C’est que, si paradoxal soit-il, l’être humain ne se connaît pas lui-même. Et pourtant, seconnaitre soi-même nous permet de prendre conscience de nos besoins, nos valeurs, nos aptitudes particulières, nos préférences, nos limites, de ce qui nous inspire, nous fait vibrer, ce qui nous rend heureux ou pas.
Mais comment fait-on pour mieux se connaître? Tache pour le moins ardue si l’on en croit les psychanalystes car, d'une part, une partie de nous-mêmes est inaccessible mais également parce qu'un sujet ne peut devenir objet pour lui-même. À ce titre, la connaissance d'autrui est plus aisée.
Tasha Eurich, psychologue, a évoqué lors d’une conférence TED l’importance de la connaissance de soi et les bénéfices que l’on pouvait en retirer. Selon elle, « la connaissance de soi est la capacité d’une personne à se voir clairement. Elle est utile pour comprendre qui on est, comment les autres nous voient, et la façon dont nous nous intégrons au monde. Peut-être qu’on n’aimera pas forcément ce que l’on voit, mais c’est un grand réconfort et une grande aide de se connaître soi-même,» indique-t-elle.
Si des cours de psychologie axés sur la connaissance de soi étaient dispensés dans les écoles, l’élève bénéficierait d’un outil majeur qui éclairerait d’un jour nouveau ses points forts et ses faiblesses, ses aspirations et préférences. Nombre de personnes restent indécises et incertaines face à leurs choix futurs et auraient plus confiance en elles-mêmes et en leurs décisions si elles parvenaient à mieux se connaître. D’autre part, que de personnes regrettent leur choix tardivement et se résignent face à leurs erreurs croyant avoir opté pour la carrière rêvée ou les justes choix dans leur vie privée.

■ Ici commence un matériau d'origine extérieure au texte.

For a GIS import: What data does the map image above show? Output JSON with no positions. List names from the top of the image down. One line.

Roger L. 53 ans, physiothérapeute, a toujours rêvé d’être chanteur. Né dans une famille de chanteurs-compositeurs, à l’inverse de Lamia, il ignore comment il s’est laissé glisser sur le sentier médical. Marié et père de trois enfants, il dit ne plus pouvoir arrêter de travailler vu ses responsabilités familiales et ressentir en permanence une frustration qui s’est même aggravée jusqu’à la dépression. « J’aurais voulu embrasser une carrière de chanteur, vivre et évoluer dans le milieu musical, je me sens pris au piège car le domaine musical est une carrière difficile où peu de gens réussissent et je ne peux plus prendre le risque de perdre mon gagne-pain duquel dépend ma famille.

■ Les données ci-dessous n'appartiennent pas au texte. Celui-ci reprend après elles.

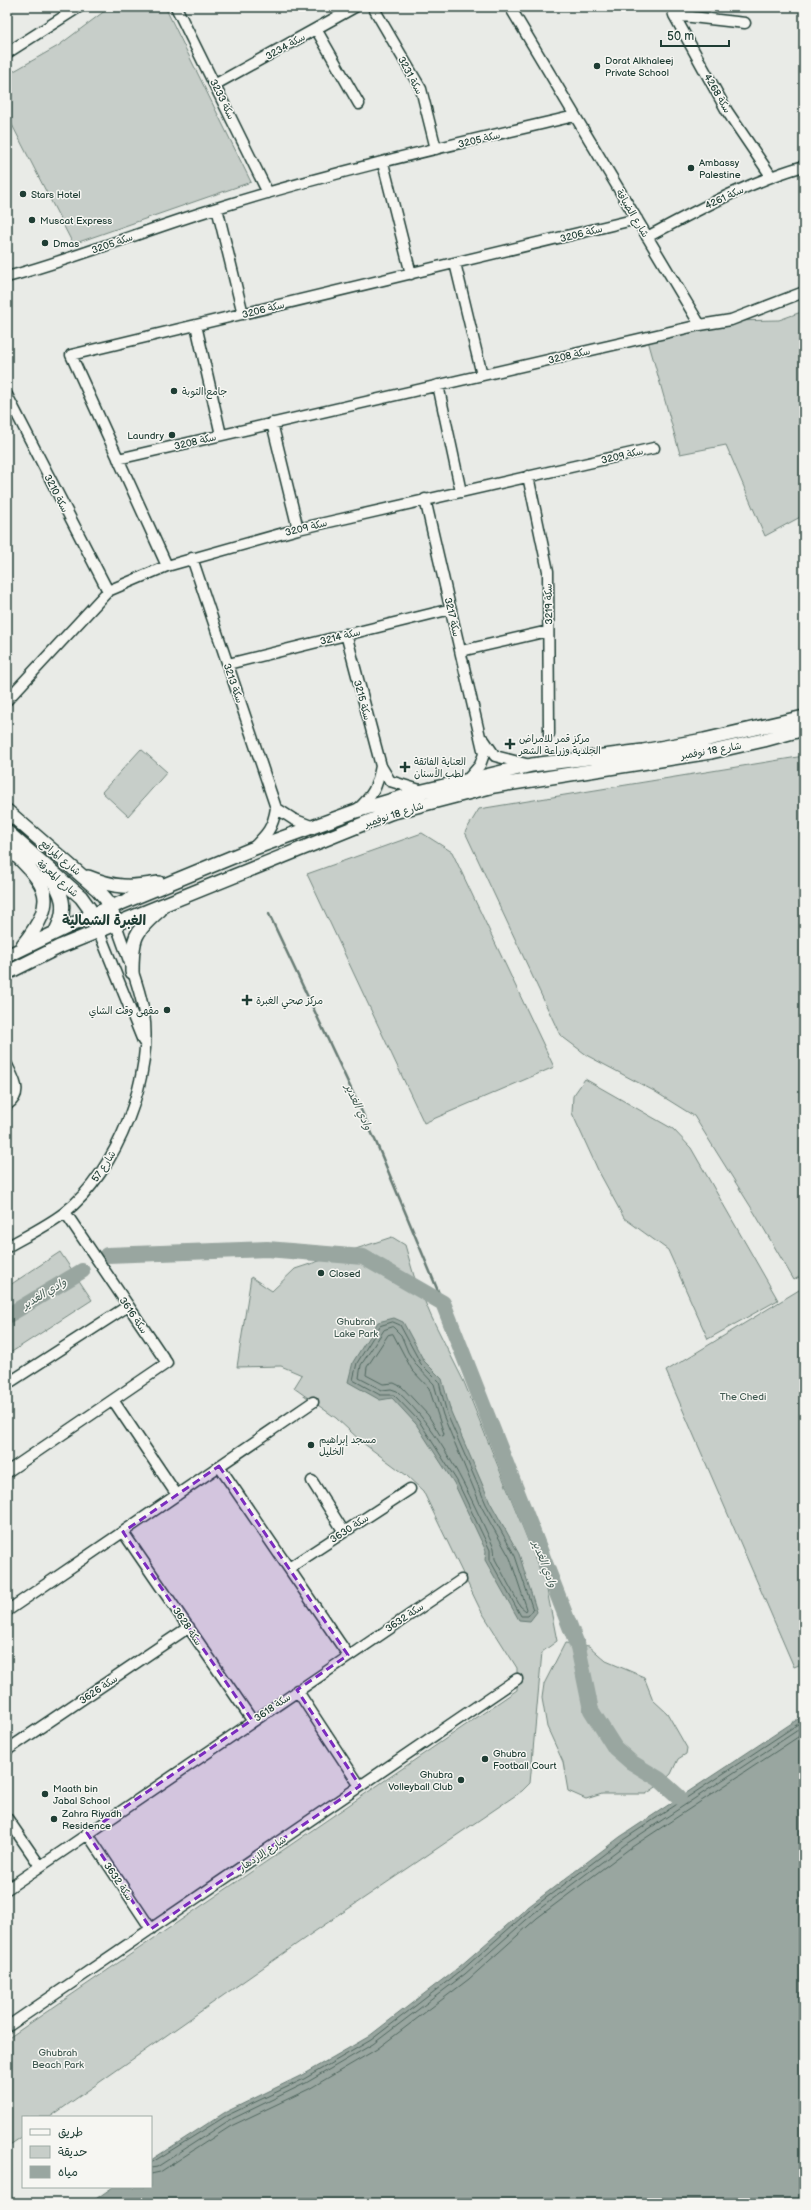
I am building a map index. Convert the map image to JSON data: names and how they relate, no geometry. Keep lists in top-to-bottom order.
{
  "streets": {
    "main road": ["شارع 18 نوفمبر", "شارع المرافع", "شارع المعرفة"],
    "street": [
      "سكة 3234",
      "سكة 3231",
      "سكة 4268",
      "سكة 3233",
      "سكة 3205",
      "سكة 4261",
      "شارع الضيافة",
      "سكة 3206",
      "سكة 3208",
      "سكة 3209",
      "سكة 3210",
      "سكة 3219",
      "سكة 3217",
      "سكة 3214",
      "سكة 3213",
      "سكة 3215",
      "شارع 57",
      "سكة 3616",
      "سكة 3630",
      "سكة 3632",
      "سكة 3628",
      "سكة 3626",
      "سكة 3618",
      "شارع الازدهار"
    ]
  },
  "crossings": [
    ["سكة 3234", "سكة 3233"],
    ["سكة 3231", "سكة 3205"],
    ["سكة 4268", "سكة 4261"],
    ["سكة 3233", "سكة 3205"],
    ["سكة 3205", "شارع الضيافة"],
    ["سكة 4261", "شارع الضيافة"],
    ["شارع الضيافة", "سكة 3206"],
    ["شارع الضيافة", "سكة 3208"],
    ["سكة 3206", "سكة 3208"],
    ["سكة 3209", "سكة 3210"],
    ["سكة 3209", "سكة 3219"],
    ["سكة 3209", "سكة 3217"],
    ["سكة 3209", "سكة 3213"],
    ["سكة 3217", "سكة 3214"],
    ["سكة 3217", "شارع 18 نوفمبر"],
    ["سكة 3214", "سكة 3213"],
    ["سكة 3214", "سكة 3215"],
    ["سكة 3215", "شارع 18 نوفمبر"],
    ["شارع 18 نوفمبر", "شارع المرافع"],
    ["شارع 18 نوفمبر", "شارع المعرفة"],
    ["شارع 18 نوفمبر", "شارع 57"],
    ["شارع 57", "سكة 3616"],
    ["سكة 3632", "سكة 3618"],
    ["سكة 3632", "شارع الازدهار"],
    ["سكة 3628", "سكة 3626"],
    ["سكة 3628", "سكة 3618"]
  ],
  "districts": ["الغبرة الشمالية"],
  "water": ["وادي الغدير"],
  "parks": ["Ghubrah Lake Park", "The Chedi", "Ghubrah Beach Park"],
  "places": {
    "other": [
      "Dorat Alkhaleej Private School",
      "Ambassy Palestine",
      "Stars Hotel",
      "Muscat Express",
      "Dmas",
      "جامع التوبة",
      "Laundry",
      "مقهى وقت الشاي",
      "Closed",
      "مسجد إبراهيم الخليل",
      "Ghubra Football Court",
      "Ghubra Volleyball Club",
      "Maath bin Jabal School",
      "Zahra Riyadh Residence"
    ],
    "health": ["مركز قمر للامراض الجلدية وزراعة الشعر", "العناية الفائقة لطب الأسنان", "مركز صحي الغبرة"]
  },
  "legend": ["طريق", "حديقة", "مياه"],
  "scale_bar": "50 m"
}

J’aurais voulu être un artiste, j’aurais voulu être un auteur, regrette Claude Dubois dans sa chanson mythique Le blues du businessman tirée de Starmania. J’aurais voulu être ceci ou cela, des antiennes répétées à l’envi dans la vie courante. Que de souhaits irréalisés, que de regrets évoqués au passé première forme du conditionnel du verbe vouloir. Certes, beaucoup diront, nous aurions tant voulu que la connaissance de soi nous soit apprise dans les institutions éducatives, nous aurions voulu être aidés afin de mieux nous connaître car l’épanouissement et l’accomplissement personnel ne peuvent que faire florès lorsque nous avons appris qui nous sommes réellement.